No entanto, ainda há uma conclusão de que estas ameaças ainda são válidas e atuais, razão pela qual é necessário considerar as estratégias que poderiam permitir ao Estado colombiano mitigar efetivamente este tipo de ameaça, reconhecendo o diagnóstico que tem sido feito sobre o progresso que tem sido feito na Colômbia, no entanto, Entretanto, estratégias devem ser implementadas para permitir a proteção efetiva do meio ambiente, para o que as considerações estipuladas sobre segurança multidimensional serão retomadas, pois é claro que há dois componentes principais que devem ser considerados: primeiro, a consciência nacional do meio ambiente como uma preocupação para todos os atores nacionais. Além disso, a importância da cooperação internacional nesta questão deve ser considerada, pois os efeitos transnacionais destas ameaças são uma característica inerente.
Em segundo lugar, a fim de mitigar efetivamente estas ameaças, é necessário concentrar cada uma das capacidades do Estado colombiano, uma vez que suas características não são exclusivas da mitigação pelas capacidades militares do Estado, mas sim por cada uma das autoridades do país. Como o acompanhamento judicial, intervenção social e econômica e outros aspectos que permitem mitigar os danos ambientais.
Conclusões
Esta pesquisa mostra que os conceitos de segurança evoluíram juntamente com a demanda por proteção eficaz, onde as ameaças e os objetos de proteção variaram de acordo com a dinâmica que os contextos geraram. Desta forma, descobriu-se que o meio ambiente se tornou um dos critérios de maior consideração para a possibilidade de extensão da espécie humana.

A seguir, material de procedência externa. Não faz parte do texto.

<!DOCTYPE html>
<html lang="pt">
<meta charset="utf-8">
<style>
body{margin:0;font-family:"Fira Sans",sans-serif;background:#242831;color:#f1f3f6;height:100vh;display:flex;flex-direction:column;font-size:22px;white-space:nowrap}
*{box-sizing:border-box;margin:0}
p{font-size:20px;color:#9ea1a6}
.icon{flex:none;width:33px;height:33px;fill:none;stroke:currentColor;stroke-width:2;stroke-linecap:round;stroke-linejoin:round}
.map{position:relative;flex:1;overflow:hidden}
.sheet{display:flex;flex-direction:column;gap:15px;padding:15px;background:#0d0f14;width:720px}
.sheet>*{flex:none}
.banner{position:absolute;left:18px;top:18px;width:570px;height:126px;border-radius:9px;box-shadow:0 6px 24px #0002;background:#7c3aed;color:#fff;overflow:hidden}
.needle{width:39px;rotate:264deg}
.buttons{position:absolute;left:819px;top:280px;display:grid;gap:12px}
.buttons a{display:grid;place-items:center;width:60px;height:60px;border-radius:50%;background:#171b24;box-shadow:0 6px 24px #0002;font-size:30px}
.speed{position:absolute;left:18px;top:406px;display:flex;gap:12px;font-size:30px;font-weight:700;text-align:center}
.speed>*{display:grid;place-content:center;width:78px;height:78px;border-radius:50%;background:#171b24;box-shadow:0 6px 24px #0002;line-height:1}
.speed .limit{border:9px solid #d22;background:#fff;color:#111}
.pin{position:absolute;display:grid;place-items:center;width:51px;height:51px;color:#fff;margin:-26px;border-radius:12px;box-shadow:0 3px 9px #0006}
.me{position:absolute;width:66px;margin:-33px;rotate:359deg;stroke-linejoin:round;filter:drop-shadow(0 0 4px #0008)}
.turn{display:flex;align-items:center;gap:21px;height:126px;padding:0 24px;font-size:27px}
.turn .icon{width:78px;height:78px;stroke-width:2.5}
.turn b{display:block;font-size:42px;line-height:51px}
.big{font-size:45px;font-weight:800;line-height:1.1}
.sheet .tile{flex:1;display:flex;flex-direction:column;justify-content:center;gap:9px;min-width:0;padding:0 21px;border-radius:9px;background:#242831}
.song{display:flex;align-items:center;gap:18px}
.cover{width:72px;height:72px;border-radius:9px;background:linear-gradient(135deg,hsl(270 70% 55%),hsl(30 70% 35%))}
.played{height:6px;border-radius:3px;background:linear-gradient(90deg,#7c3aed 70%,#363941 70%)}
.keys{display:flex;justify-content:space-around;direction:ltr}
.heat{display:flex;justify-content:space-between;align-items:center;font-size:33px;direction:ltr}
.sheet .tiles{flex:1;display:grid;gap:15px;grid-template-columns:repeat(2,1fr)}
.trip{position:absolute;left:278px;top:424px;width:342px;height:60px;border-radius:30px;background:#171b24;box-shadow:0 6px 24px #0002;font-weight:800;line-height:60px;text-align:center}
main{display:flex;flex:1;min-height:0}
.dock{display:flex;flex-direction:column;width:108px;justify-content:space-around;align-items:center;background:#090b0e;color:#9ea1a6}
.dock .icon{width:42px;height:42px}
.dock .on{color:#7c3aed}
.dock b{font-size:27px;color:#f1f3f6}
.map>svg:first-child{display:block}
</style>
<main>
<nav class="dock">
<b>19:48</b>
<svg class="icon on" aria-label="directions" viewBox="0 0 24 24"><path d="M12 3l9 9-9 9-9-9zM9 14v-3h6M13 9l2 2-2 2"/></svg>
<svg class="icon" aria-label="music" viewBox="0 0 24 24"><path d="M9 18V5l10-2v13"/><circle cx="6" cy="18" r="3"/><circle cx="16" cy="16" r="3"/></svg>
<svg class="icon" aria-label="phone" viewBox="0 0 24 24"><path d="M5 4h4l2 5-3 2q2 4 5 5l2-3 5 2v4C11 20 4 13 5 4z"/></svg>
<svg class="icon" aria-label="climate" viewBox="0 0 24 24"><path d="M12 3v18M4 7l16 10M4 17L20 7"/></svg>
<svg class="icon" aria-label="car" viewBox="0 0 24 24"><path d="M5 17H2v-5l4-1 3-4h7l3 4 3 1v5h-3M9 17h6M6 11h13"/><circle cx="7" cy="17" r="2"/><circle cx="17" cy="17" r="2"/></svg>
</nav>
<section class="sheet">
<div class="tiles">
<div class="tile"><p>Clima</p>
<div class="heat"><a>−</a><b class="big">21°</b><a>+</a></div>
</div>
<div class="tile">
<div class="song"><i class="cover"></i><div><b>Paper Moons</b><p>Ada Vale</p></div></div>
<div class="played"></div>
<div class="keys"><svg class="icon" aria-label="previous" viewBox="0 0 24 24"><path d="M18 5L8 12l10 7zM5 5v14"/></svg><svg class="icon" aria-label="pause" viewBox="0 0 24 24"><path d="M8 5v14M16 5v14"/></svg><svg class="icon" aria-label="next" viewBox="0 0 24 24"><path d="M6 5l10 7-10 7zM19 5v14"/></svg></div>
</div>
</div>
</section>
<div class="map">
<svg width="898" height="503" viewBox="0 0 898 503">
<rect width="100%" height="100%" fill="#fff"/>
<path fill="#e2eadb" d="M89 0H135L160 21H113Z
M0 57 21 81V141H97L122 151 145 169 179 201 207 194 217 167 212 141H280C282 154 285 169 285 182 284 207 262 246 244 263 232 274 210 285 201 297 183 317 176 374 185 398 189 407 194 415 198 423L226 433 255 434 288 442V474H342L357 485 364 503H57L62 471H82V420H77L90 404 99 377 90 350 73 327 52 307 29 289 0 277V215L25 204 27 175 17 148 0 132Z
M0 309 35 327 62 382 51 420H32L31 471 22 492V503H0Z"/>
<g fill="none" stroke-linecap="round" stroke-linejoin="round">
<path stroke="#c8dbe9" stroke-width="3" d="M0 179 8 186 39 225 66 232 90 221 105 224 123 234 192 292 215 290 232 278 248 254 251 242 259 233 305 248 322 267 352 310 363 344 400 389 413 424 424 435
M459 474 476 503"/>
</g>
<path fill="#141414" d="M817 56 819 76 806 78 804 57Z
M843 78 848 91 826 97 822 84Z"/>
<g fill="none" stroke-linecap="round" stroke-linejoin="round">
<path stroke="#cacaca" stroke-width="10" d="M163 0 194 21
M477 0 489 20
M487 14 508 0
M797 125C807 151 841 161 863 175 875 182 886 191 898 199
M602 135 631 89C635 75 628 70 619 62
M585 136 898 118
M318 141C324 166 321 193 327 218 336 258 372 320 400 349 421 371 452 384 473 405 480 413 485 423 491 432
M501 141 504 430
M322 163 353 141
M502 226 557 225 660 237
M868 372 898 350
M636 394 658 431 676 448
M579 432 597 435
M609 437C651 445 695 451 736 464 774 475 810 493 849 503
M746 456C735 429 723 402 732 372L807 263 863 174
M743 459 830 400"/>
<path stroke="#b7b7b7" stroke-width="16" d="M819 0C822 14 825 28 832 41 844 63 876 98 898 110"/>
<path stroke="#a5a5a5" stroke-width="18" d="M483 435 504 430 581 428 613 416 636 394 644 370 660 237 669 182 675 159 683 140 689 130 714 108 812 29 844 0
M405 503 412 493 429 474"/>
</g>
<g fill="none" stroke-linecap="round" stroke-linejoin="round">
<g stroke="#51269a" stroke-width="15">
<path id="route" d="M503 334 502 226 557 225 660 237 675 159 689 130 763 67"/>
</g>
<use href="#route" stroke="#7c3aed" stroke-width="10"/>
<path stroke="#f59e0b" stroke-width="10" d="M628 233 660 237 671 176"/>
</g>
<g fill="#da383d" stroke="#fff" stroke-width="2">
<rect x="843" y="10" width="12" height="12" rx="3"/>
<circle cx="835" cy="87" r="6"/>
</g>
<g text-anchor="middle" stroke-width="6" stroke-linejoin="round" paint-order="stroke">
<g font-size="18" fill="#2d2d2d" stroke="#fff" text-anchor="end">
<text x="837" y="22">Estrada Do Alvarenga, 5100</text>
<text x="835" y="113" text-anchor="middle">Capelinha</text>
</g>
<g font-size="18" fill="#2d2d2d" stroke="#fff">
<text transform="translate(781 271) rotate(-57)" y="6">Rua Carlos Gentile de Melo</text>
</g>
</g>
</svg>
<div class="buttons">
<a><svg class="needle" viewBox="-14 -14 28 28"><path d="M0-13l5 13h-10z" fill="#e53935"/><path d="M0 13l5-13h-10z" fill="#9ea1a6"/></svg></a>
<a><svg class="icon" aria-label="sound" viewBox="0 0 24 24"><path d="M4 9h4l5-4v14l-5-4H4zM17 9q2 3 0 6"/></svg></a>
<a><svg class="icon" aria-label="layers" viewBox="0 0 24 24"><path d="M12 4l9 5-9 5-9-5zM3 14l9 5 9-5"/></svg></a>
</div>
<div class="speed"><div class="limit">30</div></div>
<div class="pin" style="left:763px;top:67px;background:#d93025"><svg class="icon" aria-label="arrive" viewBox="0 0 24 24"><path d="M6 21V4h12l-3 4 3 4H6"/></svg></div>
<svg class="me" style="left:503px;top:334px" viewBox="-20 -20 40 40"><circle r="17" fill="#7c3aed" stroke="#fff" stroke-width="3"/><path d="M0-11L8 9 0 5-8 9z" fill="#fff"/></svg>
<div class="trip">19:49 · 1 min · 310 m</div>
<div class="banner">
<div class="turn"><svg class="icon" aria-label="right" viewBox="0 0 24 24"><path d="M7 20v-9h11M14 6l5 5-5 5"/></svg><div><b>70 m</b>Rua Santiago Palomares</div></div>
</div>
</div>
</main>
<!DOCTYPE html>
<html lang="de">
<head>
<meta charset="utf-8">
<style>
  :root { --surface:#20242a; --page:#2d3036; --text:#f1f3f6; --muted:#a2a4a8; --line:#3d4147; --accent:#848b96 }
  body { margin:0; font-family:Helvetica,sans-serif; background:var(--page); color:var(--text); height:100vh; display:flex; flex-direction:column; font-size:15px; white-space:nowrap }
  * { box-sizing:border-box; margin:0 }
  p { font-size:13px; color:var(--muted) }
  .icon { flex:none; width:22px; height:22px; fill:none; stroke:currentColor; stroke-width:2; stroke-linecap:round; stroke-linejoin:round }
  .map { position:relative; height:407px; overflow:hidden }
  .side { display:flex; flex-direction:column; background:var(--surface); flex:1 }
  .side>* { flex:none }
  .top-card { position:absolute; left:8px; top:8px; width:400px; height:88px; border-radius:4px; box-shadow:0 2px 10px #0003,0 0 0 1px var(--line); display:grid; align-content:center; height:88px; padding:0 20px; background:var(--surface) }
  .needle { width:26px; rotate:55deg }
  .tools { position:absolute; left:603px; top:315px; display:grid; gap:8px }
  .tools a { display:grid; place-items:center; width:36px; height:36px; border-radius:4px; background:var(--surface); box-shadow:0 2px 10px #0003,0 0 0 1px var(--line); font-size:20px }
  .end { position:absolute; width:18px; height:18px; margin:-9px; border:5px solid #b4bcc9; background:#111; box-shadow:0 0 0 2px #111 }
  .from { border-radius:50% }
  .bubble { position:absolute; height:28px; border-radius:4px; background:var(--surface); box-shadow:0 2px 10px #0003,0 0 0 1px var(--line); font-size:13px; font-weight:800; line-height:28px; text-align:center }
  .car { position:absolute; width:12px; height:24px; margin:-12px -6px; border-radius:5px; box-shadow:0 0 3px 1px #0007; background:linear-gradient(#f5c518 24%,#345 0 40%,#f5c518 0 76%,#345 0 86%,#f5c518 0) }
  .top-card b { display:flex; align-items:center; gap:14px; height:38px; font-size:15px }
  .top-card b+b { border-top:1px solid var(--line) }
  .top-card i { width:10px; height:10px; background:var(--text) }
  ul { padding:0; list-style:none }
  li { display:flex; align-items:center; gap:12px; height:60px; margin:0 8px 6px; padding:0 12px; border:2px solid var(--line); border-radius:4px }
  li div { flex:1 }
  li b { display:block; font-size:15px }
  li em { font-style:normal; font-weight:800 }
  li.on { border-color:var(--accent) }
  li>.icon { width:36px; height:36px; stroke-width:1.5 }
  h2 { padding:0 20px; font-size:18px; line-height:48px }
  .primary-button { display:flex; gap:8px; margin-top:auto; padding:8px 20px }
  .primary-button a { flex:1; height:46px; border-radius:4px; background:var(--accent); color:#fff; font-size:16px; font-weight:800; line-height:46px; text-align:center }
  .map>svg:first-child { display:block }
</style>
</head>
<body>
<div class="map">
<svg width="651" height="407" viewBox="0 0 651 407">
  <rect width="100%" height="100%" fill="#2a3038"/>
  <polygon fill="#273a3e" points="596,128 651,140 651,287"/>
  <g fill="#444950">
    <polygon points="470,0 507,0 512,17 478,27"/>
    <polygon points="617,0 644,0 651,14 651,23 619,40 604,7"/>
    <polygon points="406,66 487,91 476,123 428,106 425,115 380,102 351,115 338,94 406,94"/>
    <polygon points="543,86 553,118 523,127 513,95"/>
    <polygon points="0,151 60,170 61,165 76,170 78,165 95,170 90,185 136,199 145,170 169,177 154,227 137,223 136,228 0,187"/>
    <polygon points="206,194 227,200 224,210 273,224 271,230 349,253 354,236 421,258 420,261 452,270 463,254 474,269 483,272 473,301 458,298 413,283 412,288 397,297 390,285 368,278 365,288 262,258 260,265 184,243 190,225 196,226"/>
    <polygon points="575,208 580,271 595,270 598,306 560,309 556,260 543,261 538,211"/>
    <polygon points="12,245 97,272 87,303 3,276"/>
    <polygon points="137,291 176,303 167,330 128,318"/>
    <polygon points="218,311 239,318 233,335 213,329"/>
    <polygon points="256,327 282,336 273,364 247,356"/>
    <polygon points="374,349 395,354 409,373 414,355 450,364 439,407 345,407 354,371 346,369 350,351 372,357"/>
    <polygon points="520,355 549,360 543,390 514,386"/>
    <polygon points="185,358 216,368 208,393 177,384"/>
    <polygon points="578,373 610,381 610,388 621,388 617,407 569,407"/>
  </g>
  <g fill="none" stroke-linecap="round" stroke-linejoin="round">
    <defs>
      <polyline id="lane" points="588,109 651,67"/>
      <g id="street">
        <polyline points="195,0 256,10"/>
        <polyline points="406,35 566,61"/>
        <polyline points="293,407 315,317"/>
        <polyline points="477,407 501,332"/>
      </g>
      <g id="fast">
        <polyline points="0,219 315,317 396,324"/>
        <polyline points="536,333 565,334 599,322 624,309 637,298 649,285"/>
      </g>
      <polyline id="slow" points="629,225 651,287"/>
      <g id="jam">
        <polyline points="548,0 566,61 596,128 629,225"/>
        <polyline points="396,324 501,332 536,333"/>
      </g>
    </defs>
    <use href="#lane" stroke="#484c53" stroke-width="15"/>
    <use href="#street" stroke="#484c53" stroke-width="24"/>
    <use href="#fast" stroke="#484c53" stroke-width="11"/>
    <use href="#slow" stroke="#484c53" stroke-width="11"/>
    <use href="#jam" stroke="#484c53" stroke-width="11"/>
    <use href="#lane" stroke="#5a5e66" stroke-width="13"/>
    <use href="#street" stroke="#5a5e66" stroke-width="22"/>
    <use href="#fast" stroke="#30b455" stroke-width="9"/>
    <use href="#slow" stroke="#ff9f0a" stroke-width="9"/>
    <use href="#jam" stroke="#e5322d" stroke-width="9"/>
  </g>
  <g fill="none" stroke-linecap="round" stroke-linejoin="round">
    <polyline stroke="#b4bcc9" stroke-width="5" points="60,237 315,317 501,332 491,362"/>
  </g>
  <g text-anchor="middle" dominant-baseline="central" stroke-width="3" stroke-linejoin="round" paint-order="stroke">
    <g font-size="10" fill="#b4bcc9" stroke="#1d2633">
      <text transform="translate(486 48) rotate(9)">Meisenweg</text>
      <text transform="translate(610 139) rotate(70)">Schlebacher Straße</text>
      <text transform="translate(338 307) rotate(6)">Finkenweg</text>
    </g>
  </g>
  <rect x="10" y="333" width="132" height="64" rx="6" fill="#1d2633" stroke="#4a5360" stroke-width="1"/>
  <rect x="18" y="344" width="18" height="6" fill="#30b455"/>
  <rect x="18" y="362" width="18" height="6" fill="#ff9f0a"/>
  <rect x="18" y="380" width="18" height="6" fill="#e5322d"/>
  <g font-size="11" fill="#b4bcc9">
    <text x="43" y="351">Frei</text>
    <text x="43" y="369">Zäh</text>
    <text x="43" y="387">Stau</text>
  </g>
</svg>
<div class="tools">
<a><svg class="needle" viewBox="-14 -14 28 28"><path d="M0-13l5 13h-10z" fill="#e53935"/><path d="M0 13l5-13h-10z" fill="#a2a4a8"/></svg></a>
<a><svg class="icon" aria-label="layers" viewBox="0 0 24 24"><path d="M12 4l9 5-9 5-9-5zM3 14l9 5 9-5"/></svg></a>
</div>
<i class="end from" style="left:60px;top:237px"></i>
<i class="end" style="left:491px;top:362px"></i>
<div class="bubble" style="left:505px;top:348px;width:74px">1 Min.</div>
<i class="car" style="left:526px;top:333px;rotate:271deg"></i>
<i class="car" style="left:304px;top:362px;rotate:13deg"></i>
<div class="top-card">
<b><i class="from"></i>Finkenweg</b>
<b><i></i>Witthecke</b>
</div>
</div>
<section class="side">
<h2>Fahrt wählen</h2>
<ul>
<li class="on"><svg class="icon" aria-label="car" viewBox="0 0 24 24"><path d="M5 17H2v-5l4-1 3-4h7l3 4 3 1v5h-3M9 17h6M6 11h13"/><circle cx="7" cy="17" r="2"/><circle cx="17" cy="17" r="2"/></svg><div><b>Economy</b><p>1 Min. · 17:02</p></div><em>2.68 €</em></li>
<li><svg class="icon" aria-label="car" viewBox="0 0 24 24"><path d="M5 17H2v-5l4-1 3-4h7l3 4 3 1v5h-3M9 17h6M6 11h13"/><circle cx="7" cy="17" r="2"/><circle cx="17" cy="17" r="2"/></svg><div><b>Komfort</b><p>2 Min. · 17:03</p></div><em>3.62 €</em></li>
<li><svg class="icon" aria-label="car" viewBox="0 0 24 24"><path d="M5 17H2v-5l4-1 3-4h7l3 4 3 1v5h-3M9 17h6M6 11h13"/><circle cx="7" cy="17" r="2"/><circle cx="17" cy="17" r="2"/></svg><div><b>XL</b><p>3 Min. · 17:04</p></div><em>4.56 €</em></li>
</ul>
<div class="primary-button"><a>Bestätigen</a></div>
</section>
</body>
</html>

Enfatizando a consideração do meio ambiente como um interesse nacional no qual ele se constitui como tal não só porque responde à dinâmica atual do sistema internacional, mas também porque na dinâmica atual da geopolítica, fatores que geram poder são considerados geopolíticos, e desta forma, a validade dos recursos naturais foi confirmada, Biodiversidade e água, como elementos que darão relevância aos Estados, ainda mais considerando a escassez destes recursos nas grandes potências mundiais, mesmo para Buzan, em suas considerações sobre segurança, ele demonstra a relevância do meio ambiente, pois a própria existência da humanidade e dos próprios Estados depende disso.
Há muitas ameaças que podem ser consideradas como um risco ao meio ambiente, razão pela qual existe uma demanda por maior preocupação por parte das políticas públicas, especialmente as relacionadas à segurança e defesa nacional, pois no caso colombiano há um claro componente legal a este respeito, mas requer uma apropriação institucional que as materialize, partindo da própria cultura nacional, que vê a relevância do meio ambiente, e o fortalecimento da cooperação para alcançá-lo.